> **EXERCISE PROMPT**:
All entries should be output exactly as they stand.

> **PROVIDED MATERIAL**:
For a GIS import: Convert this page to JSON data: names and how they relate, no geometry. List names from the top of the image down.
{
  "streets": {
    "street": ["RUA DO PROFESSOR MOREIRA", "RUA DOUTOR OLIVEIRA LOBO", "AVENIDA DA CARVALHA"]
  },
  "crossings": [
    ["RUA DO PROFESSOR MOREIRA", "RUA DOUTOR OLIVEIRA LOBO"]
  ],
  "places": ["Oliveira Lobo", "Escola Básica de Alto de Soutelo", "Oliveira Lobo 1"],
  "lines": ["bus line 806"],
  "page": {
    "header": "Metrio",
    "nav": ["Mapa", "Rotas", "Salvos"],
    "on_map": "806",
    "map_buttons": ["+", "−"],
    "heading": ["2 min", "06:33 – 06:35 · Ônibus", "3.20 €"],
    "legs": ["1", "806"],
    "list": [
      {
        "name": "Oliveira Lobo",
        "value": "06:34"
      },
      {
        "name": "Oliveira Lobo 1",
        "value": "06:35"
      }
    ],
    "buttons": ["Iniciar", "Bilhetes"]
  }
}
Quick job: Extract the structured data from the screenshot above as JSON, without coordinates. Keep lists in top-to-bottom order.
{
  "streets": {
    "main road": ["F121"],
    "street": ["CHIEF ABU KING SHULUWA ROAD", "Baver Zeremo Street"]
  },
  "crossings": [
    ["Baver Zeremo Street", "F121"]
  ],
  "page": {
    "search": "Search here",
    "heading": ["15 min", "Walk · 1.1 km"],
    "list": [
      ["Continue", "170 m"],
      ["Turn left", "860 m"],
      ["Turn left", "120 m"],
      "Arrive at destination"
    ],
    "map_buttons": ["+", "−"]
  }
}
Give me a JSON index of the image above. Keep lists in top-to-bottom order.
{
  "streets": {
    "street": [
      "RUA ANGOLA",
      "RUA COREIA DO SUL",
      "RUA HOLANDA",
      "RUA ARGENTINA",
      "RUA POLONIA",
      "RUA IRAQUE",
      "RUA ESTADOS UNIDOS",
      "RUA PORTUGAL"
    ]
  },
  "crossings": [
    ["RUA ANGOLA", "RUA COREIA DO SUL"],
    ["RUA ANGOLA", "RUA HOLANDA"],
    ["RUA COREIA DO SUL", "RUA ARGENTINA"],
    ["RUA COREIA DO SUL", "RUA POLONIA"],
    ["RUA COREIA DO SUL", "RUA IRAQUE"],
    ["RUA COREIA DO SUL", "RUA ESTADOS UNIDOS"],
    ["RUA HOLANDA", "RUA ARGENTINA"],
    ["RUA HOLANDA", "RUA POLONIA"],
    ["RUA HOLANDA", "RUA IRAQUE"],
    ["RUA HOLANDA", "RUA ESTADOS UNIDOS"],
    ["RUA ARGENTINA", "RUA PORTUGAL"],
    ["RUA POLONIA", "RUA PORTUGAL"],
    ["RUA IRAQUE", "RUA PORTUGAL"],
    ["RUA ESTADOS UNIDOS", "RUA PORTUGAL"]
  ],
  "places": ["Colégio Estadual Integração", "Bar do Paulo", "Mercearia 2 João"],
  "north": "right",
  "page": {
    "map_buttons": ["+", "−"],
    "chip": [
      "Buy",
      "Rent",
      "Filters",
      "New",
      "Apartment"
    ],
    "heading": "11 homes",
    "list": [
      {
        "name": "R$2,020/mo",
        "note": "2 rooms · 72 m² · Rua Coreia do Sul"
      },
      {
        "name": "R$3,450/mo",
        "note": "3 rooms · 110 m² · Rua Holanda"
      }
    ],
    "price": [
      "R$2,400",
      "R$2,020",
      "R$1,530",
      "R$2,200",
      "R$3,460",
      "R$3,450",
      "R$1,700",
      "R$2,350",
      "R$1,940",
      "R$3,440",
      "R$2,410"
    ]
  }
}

> **SOLUTION TO THIS EXERCISE**:
For a GIS import: Convert this page to JSON data: names and how they relate, no geometry. List names from the top of the image down.
{
  "streets": {
    "street": ["RUA DO PROFESSOR MOREIRA", "RUA DOUTOR OLIVEIRA LOBO", "AVENIDA DA CARVALHA"]
  },
  "crossings": [
    ["RUA DO PROFESSOR MOREIRA", "RUA DOUTOR OLIVEIRA LOBO"]
  ],
  "places": ["Oliveira Lobo", "Escola Básica de Alto de Soutelo", "Oliveira Lobo 1"],
  "lines": ["bus line 806"],
  "page": {
    "header": "Metrio",
    "nav": ["Mapa", "Rotas", "Salvos"],
    "on_map": "806",
    "map_buttons": ["+", "−"],
    "heading": ["2 min", "06:33 – 06:35 · Ônibus", "3.20 €"],
    "legs": ["1", "806"],
    "list": [
      {
        "name": "Oliveira Lobo",
        "value": "06:34"
      },
      {
        "name": "Oliveira Lobo 1",
        "value": "06:35"
      }
    ],
    "buttons": ["Iniciar", "Bilhetes"]
  }
}
Quick job: Extract the structured data from the screenshot above as JSON, without coordinates. Keep lists in top-to-bottom order.
{
  "streets": {
    "main road": ["F121"],
    "street": ["CHIEF ABU KING SHULUWA ROAD", "Baver Zeremo Street"]
  },
  "crossings": [
    ["Baver Zeremo Street", "F121"]
  ],
  "page": {
    "search": "Search here",
    "heading": ["15 min", "Walk · 1.1 km"],
    "list": [
      ["Continue", "170 m"],
      ["Turn left", "860 m"],
      ["Turn left", "120 m"],
      "Arrive at destination"
    ],
    "map_buttons": ["+", "−"]
  }
}
Give me a JSON index of the image above. Keep lists in top-to-bottom order.
{
  "streets": {
    "street": [
      "RUA ANGOLA",
      "RUA COREIA DO SUL",
      "RUA HOLANDA",
      "RUA ARGENTINA",
      "RUA POLONIA",
      "RUA IRAQUE",
      "RUA ESTADOS UNIDOS",
      "RUA PORTUGAL"
    ]
  },
  "crossings": [
    ["RUA ANGOLA", "RUA COREIA DO SUL"],
    ["RUA ANGOLA", "RUA HOLANDA"],
    ["RUA COREIA DO SUL", "RUA ARGENTINA"],
    ["RUA COREIA DO SUL", "RUA POLONIA"],
    ["RUA COREIA DO SUL", "RUA IRAQUE"],
    ["RUA COREIA DO SUL", "RUA ESTADOS UNIDOS"],
    ["RUA HOLANDA", "RUA ARGENTINA"],
    ["RUA HOLANDA", "RUA POLONIA"],
    ["RUA HOLANDA", "RUA IRAQUE"],
    ["RUA HOLANDA", "RUA ESTADOS UNIDOS"],
    ["RUA ARGENTINA", "RUA PORTUGAL"],
    ["RUA POLONIA", "RUA PORTUGAL"],
    ["RUA IRAQUE", "RUA PORTUGAL"],
    ["RUA ESTADOS UNIDOS", "RUA PORTUGAL"]
  ],
  "places": ["Colégio Estadual Integração", "Bar do Paulo", "Mercearia 2 João"],
  "north": "right",
  "page": {
    "map_buttons": ["+", "−"],
    "chip": [
      "Buy",
      "Rent",
      "Filters",
      "New",
      "Apartment"
    ],
    "heading": "11 homes",
    "list": [
      {
        "name": "R$2,020/mo",
        "note": "2 rooms · 72 m² · Rua Coreia do Sul"
      },
      {
        "name": "R$3,450/mo",
        "note": "3 rooms · 110 m² · Rua Holanda"
      }
    ],
    "price": [
      "R$2,400",
      "R$2,020",
      "R$1,530",
      "R$2,200",
      "R$3,460",
      "R$3,450",
      "R$1,700",
      "R$2,350",
      "R$1,940",
      "R$3,440",
      "R$2,410"
    ]
  }
}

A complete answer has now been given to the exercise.